Years later they find themselves talking
about chances, moments when their lives
might have swerved off
for the smallest reason.
What if
I hadn’t phoned, he says, that morning?
What if you’d been out,
as you were when I tried three times
the night before?
Then she tells him a secret.
She’d been there all evening, and she knew
he was the one calling, which was why
she hadn’t answered.
Because she felt—
because she was certain—her life would change
if she picked up the phone, said hello,
said, I was just thinking
of you.
I was afraid,
she tells him. And in the morning
I also knew it was you, but I just
answered the phone
the way anyone
answers a phone when it starts to ring,
not thinking you have a choice.

====

REQUEST
Lawrence Raab

For a long time I was sure
it should be “Jumping Jack Flash,” then
the adagio from Schubert’s C major Quintet,
but right now I want Oscar Peterson’s

“You Look Good to Me.” That’s my request.
Play it at the end of the service,
after my friends have spoken.
I don’t believe I’ll be listening in,

but sitting here I’m imaging
you could be feeling what I’d like to feel––
defiance from the Stones, grief
and resignation with Schubert, but now

Peterson and Ray Brown are making
the moment sound like some kind
of release.

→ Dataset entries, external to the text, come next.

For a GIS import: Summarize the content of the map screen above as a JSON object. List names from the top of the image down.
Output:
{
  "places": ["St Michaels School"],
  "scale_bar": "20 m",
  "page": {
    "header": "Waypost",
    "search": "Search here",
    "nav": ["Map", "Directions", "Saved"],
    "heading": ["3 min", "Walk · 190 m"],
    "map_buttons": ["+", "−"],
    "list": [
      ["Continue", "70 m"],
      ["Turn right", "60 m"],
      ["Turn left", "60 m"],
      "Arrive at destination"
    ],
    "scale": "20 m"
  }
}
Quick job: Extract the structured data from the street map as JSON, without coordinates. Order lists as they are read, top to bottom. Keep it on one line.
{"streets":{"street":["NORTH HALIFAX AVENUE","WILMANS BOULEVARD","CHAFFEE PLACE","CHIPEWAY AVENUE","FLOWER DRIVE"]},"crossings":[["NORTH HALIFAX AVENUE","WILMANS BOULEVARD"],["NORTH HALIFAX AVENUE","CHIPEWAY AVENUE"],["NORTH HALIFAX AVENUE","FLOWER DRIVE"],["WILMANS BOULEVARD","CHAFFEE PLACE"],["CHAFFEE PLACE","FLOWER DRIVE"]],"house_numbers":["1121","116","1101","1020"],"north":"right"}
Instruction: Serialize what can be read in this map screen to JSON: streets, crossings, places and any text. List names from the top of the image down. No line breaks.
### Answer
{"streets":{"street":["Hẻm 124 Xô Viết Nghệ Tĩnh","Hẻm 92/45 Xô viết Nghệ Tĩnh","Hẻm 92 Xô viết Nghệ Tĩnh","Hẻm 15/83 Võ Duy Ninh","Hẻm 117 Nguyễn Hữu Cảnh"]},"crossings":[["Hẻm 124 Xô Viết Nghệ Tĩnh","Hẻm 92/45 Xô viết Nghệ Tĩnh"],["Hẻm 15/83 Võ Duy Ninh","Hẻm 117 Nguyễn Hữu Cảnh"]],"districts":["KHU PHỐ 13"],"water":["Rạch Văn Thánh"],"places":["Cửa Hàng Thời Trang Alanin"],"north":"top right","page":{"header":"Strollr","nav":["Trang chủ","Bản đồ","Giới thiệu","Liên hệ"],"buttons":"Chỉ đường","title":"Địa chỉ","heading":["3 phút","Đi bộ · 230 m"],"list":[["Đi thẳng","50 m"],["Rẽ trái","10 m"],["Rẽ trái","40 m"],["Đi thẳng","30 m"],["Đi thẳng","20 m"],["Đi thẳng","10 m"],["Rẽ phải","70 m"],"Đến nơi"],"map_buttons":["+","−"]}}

Sad enough
at first, but doesn’t it slide into

tapping you feet, then clapping
your hands, maybe standing up
in that shadowy hall in Paris
in the late sixties when this was recorded,

getting up and dancing
as I would not have done,
and being dead, cannot, but might
wish for you, who would then

understand what a poem––or perhaps only
the making of a poem, just that moment
when it starts, when so much
is still possible––

has allowed me to feel.
Happy to be there. Carried away.

======

SUNDAY
Lawrence Raab
So that’s life, then: things as they are? —Wallace Stevens

Once there was music that could tear
your heart open and heal it
before you took another breath.
That was what art could do.
Kings and princes, bishops and popes
all knew this, as they knew
how to get what they wanted and keep
what they had. Mostly what happens
to people doesn’t happen by chance.
You spend your life in the mud,
you eat the same thin soup each night,
and then on Sunday a thousand angels
start to sing. The walls are ablaze
with suffering and forgiveness.
And you think this is what you’ll see
when you die. When you yearn,
this is what you yearn for. Or something
like it, the version you’ve been told
you can afford. They were smart to keep
belief and understanding at a distance,
go for the big effects, everything you get
when you’re through with this world,
the one you got stuck with—potatoes and soup,
the morning and the afternoon,
the afternoon and the evening,
things as they are.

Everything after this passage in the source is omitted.